These believers, along with those who think of themselves as "spiritual," as
well as professed unbelievers, help to explain why according to the Pew
study so many Americans -- 32 percent -- want less religious influence on
government. Twenty-four percent say that President Bush talks too much about
his religious faith and prayer, and 28 percent deny that the United States
is a Christian nation. Most dramatically, a whopping 49 percent believe that
Christian conservatives have gone too far "in trying to impose their
religious values on the country." This, then, is an unreported secret of
American life: Considerable numbers of Americans, religious and secular, are
becoming fed up with the in-your-face religion that has come to mark our
society.
Until now the most vocal left-of-center response to the Christian right, for
example by Sojourners, has been to call for more religion in politics, not
less. In early June the group organized a nationally televised forum at
which John Edwards, Barack Obama and Hillary Clinton testified to their
faith, talking about the "hand of God" (Edwards), forgiveness (Obama) and
prayer (Clinton). Few loud-and-clear voices have been agitating in the
mainstream on behalf of the separation of church and state, for secular and
public education, or demanding less rather than more political discussion of
religion. Yet tens of millions of Americans worry about such things.

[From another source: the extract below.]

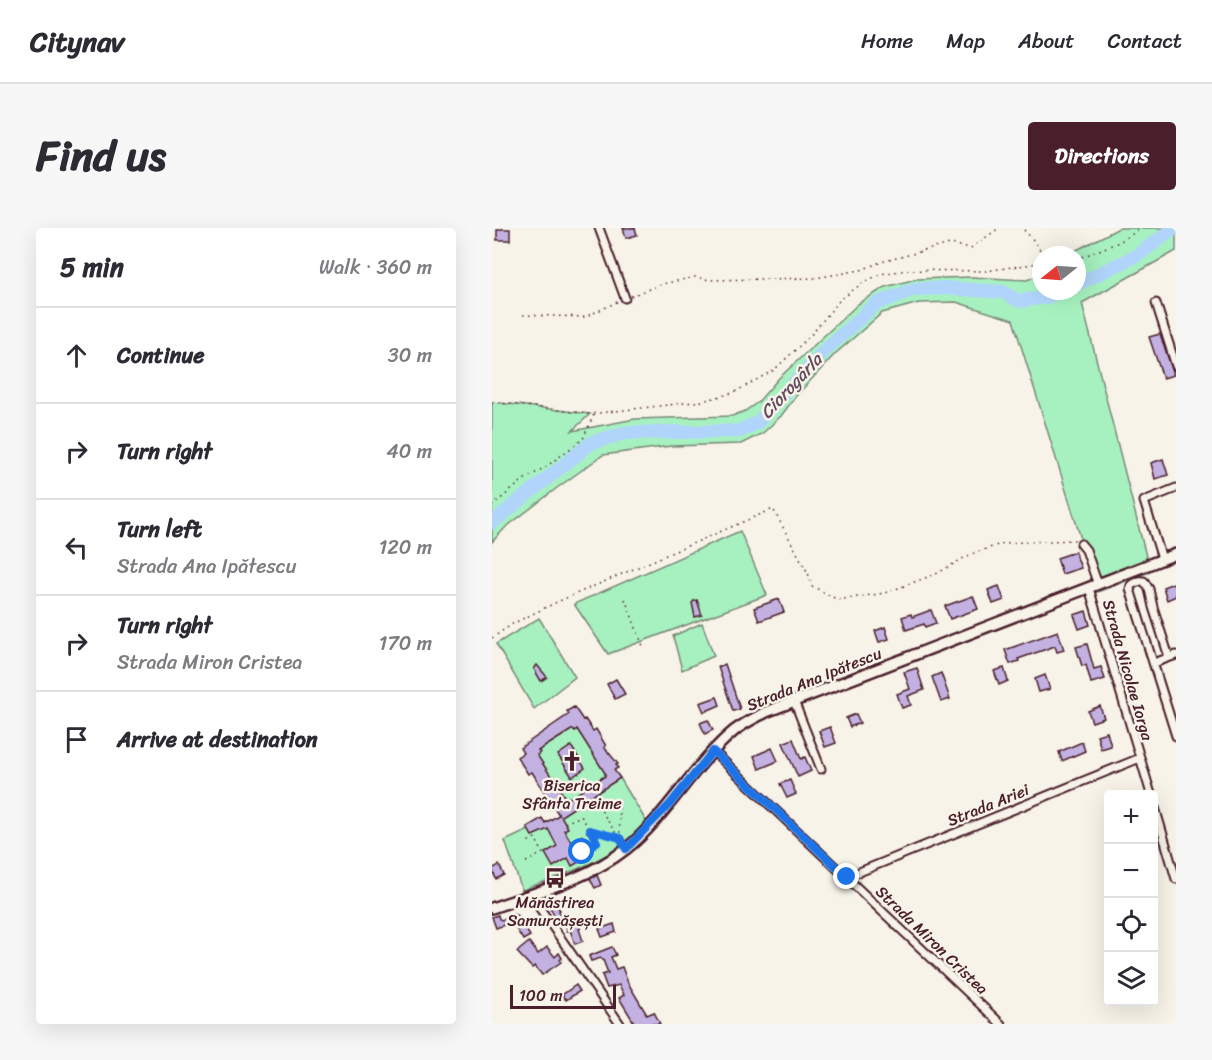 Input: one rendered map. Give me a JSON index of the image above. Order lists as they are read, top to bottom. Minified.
{"streets":{"main road":["Strada Ana Ipătescu"],"street":["Strada Nicolae Iorga","Strada Ariei","Strada Miron Cristea"]},"crossings":[["Strada Nicolae Iorga","Strada Ana Ipătescu"],["Strada Nicolae Iorga","Strada Ariei"],["Strada Ana Ipătescu","Strada Miron Cristea"],["Strada Ariei","Strada Miron Cristea"]],"water":["Ciorogârla"],"places":{"church":["Biserica Sfânta Treime"],"bus stop":["Mănăstirea Samurcășești"]},"scale_bar":"100 m","north":"left","page":{"header":"Citynav","nav":["Home","Map","About","Contact"],"title":"Find us","buttons":"Directions","heading":["5 min","Walk · 360 m"],"list":[["Continue","30 m"],["Turn right","40 m"],["Turn left","Strada Ana Ipătescu","120 m"],["Turn right","Strada Miron Cristea","170 m"],"Arrive at destination"],"map_buttons":["+","−"],"scale":"100 m"}}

Whether most of them continue to believe in God matters much less than that
they are comfortable with secular knowledge and America's secular
Constitution. Barry Lynn, for example, executive director of Americans
United for Separation of Church and State, is a Protestant minister.

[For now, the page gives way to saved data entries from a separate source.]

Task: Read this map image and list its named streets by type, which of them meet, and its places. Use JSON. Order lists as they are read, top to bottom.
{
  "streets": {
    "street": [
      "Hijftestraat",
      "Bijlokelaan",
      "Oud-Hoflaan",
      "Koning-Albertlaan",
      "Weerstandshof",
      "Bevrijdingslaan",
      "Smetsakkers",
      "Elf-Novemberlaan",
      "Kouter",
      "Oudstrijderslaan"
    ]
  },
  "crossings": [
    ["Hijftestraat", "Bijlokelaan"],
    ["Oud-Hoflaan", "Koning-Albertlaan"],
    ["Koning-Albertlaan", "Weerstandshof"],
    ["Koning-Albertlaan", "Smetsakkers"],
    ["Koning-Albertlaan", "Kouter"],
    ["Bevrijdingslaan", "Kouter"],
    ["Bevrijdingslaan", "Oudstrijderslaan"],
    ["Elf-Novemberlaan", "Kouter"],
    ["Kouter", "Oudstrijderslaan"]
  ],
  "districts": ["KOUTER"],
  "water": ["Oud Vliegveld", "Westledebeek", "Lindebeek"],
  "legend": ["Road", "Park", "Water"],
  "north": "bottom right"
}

Although Harris and Dawkins castigate all believers for sharing the premises
of conservative Christians, the fact is that many believers could easily be
working with out-and-out atheists and agnostics on key issues.

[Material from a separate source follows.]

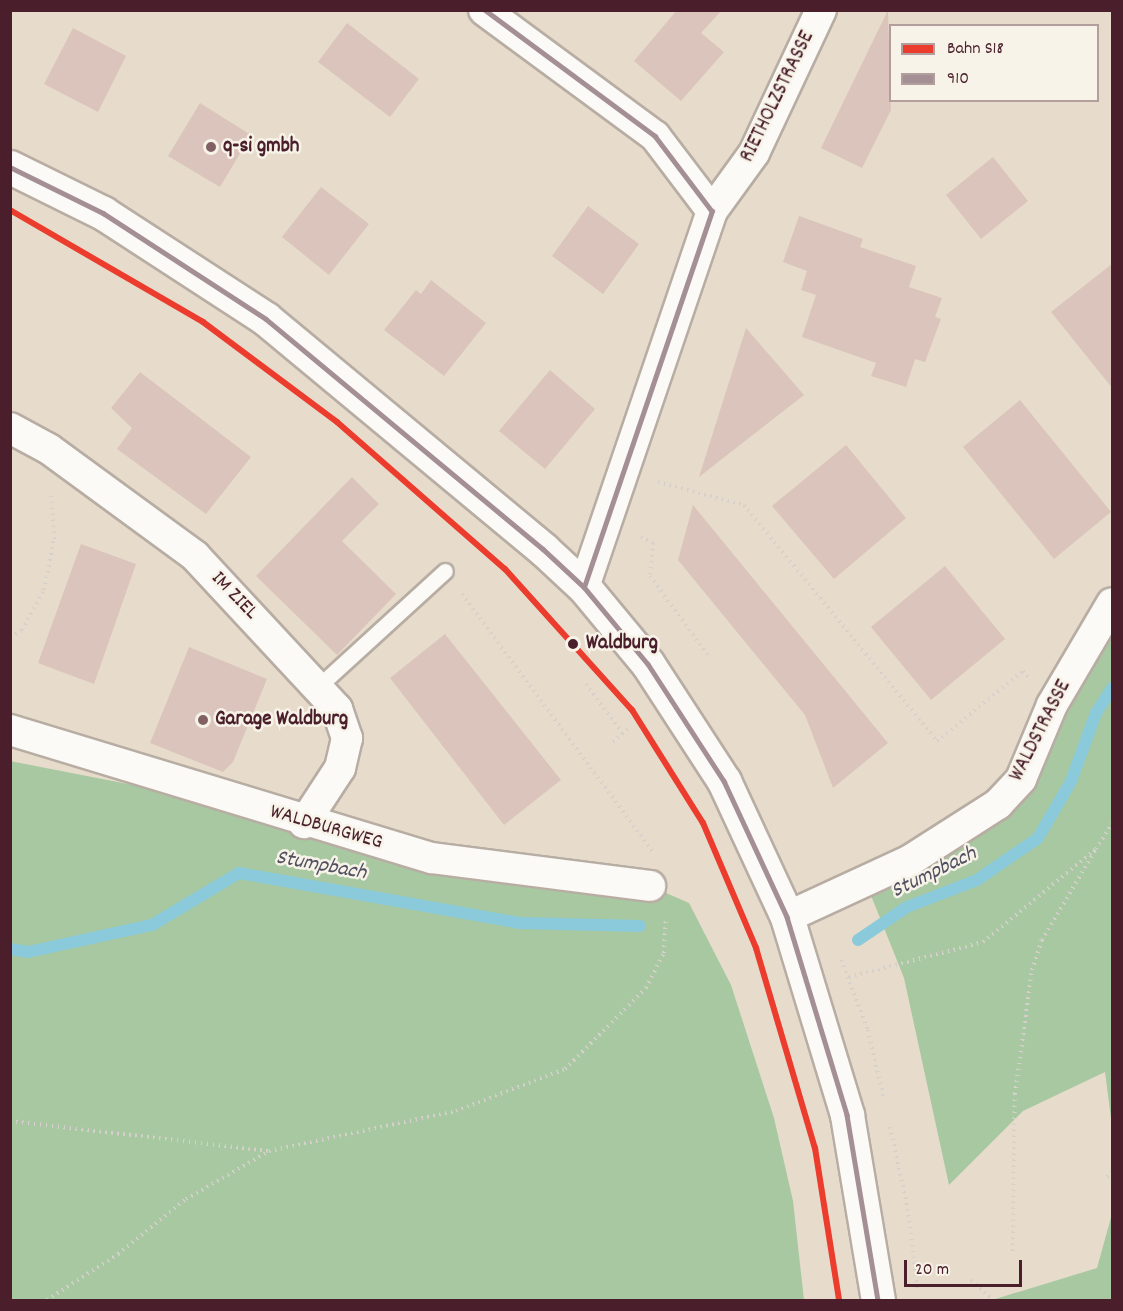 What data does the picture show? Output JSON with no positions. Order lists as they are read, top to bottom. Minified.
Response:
{"streets":{"street":["RIETHOLZSTRASSE","IM ZIEL","WALDSTRASSE","WALDBURGWEG"]},"crossings":[["IM ZIEL","WALDBURGWEG"]],"water":["Stumpbach"],"places":["q-si gmbh","Waldburg","Garage Waldburg"],"lines":["transit line 910","rail line S18"],"legend":["Bahn S18","910"],"scale_bar":"20 m"}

Such a coalition should take the offensive on behalf of American
constitutional promises of a secular society, increasingly under threat from
Bush's Supreme Court appointments. It will gain support in unexpected
places: Judge John Jones III, a Bush appointee, delivered a devastating blow
to the forces behind "intelligent design" in his December 2005 decision in
the Dover School Board case. The first half of his impressive decision
contains a crystal-clear reflection on what science is and why intelligent
design, a refurbished form of creationism, is religion, not science. The
second half reads like a whodunit, revealing how a minority on the school
board conspired to impose intelligent design on the district. It should be a
rallying point for the nearly half of all Americans who are disturbed by
right-wing religious attempts to impose their faith on the rest of us. An
immediate goal should be a call for the publication and widest possible
distribution of the Dover decision. It could become another bestseller -- by
a conservative judge no less! -- and a text for civics, current events,
history, law and basic science classes.
A second goal of such a coalition might be a campaign to reorient American
thinking about atheists and atheism. In recent polls, far more respondents
have declared themselves willing to vote for a woman or African-American for
President than for an atheist -- atheists are more unpopular than gays.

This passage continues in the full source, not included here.